▸ EXERCISE DESCRIPTION: For every record below, write out an exact copy.

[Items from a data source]

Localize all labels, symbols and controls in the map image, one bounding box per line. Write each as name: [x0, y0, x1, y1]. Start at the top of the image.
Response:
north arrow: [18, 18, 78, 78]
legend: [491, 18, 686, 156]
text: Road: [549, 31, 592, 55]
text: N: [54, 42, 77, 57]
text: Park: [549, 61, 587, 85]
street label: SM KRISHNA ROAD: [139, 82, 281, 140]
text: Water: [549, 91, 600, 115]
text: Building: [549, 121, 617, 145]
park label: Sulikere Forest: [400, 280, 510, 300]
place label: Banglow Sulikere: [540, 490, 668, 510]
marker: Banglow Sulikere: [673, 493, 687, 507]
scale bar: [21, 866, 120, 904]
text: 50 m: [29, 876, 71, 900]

▸ ANSWER AREA:
Localize all labels, symbols and controls in the map image, one bounding box per line. Write each as name: [x0, y0, x1, y1]. Start at the top of the image.
Response:
north arrow: [18, 18, 78, 78]
legend: [491, 18, 686, 156]
text: Road: [549, 31, 592, 55]
text: N: [54, 42, 77, 57]
text: Park: [549, 61, 587, 85]
street label: SM KRISHNA ROAD: [139, 82, 281, 140]
text: Water: [549, 91, 600, 115]
text: Building: [549, 121, 617, 145]
park label: Sulikere Forest: [400, 280, 510, 300]
place label: Banglow Sulikere: [540, 490, 668, 510]
marker: Banglow Sulikere: [673, 493, 687, 507]
scale bar: [21, 866, 120, 904]
text: 50 m: [29, 876, 71, 900]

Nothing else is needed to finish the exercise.